23andMe, l’azienda che opera nell’analisi del DNA dei privati cittadini per offrire uno screening online delle caratteristiche del patrimonio genetico, da qualche ora è ancor più legata a Google. Passi progressivi fatti di capitali, parentele ed interessi privati: l’ultimo capitolo è l’abbandono di Linda Avey, colei la quale aveva a suo tempo fondato il gruppo assieme ad Anne Wojcicki.

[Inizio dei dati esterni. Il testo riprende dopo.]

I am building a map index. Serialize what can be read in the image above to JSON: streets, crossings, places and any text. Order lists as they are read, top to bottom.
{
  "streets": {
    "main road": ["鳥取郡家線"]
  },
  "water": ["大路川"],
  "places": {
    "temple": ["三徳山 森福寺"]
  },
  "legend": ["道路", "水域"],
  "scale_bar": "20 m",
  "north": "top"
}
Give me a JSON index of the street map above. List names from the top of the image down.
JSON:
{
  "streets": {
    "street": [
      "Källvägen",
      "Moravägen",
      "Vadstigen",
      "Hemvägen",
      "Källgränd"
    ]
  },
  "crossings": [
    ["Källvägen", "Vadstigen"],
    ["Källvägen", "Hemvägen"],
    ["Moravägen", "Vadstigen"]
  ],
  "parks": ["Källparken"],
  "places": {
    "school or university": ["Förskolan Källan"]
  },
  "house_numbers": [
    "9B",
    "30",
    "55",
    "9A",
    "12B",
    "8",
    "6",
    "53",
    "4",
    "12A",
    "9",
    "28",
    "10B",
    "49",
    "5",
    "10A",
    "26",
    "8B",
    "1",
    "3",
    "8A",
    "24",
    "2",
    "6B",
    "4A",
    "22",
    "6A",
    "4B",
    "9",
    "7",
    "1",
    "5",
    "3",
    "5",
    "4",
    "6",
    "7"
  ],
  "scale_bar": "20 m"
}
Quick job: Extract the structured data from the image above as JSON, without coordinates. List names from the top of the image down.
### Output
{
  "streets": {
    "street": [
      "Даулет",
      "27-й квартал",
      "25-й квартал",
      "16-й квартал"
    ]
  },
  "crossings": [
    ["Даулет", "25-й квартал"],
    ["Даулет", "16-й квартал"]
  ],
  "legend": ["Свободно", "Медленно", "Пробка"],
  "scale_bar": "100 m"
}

23andMe ha 30 dipendenti. Il gruppo chiede agli utenti un campione di saliva e promette in cambio un intero sito web a propria disposizione per conoscere le caratteristiche del proprio DNA e valutare eventuali anomalie tali da favorire l’insorgenza di problemi di salute. Anne Wojcicki è la moglie di Sergey Brin, cofondatore di Google, il quale ha nel tempo infuso ingenti capitali personali nell’azienda trainando nella raccolta fondi anche la propria azienda. Sergey Brin ha motivi seri per impegnarsi personalmente nel gruppo: inaugurando il proprio blog personale, infatti, Brin ha confessato la scoperta (grazie a 23andMe) della mutazione G2019S del gene LRRK2, mutazione che secondo la scienza sarebbe ricollegabile all’insorgenza della malattia di Parkinson.
L’investimento di Google nell’azienda è quantificato in 7 milioni di dollari, oltre ai 10 milioni che Brin ha infuso personalmente nel progetto. Sebbene l’addio di Linda Avey sembri avvenire in un clima totalmente sereno, dalle parole traspare comunque una certa influenza in questa scelta nella posizione di “minoranza” che la Avey è venuta ad assumere in questo contesto. La presenza di Google, sempre più protagonista in 23andMe grazie alle continue infusioni di denaro, è probabilmente l’ingrediente ad aver determinato quello che la Avey definisce un «momento critico»: il gruppo deve far il grande passo, deve cambiar marcia per raggiungere gli obiettivi della propria mission aziendale, e probabilmente la Avey si è sentita di troppo in un contesto famigliare che aveva ormai permeato l’organizzazione interna dell’azienda.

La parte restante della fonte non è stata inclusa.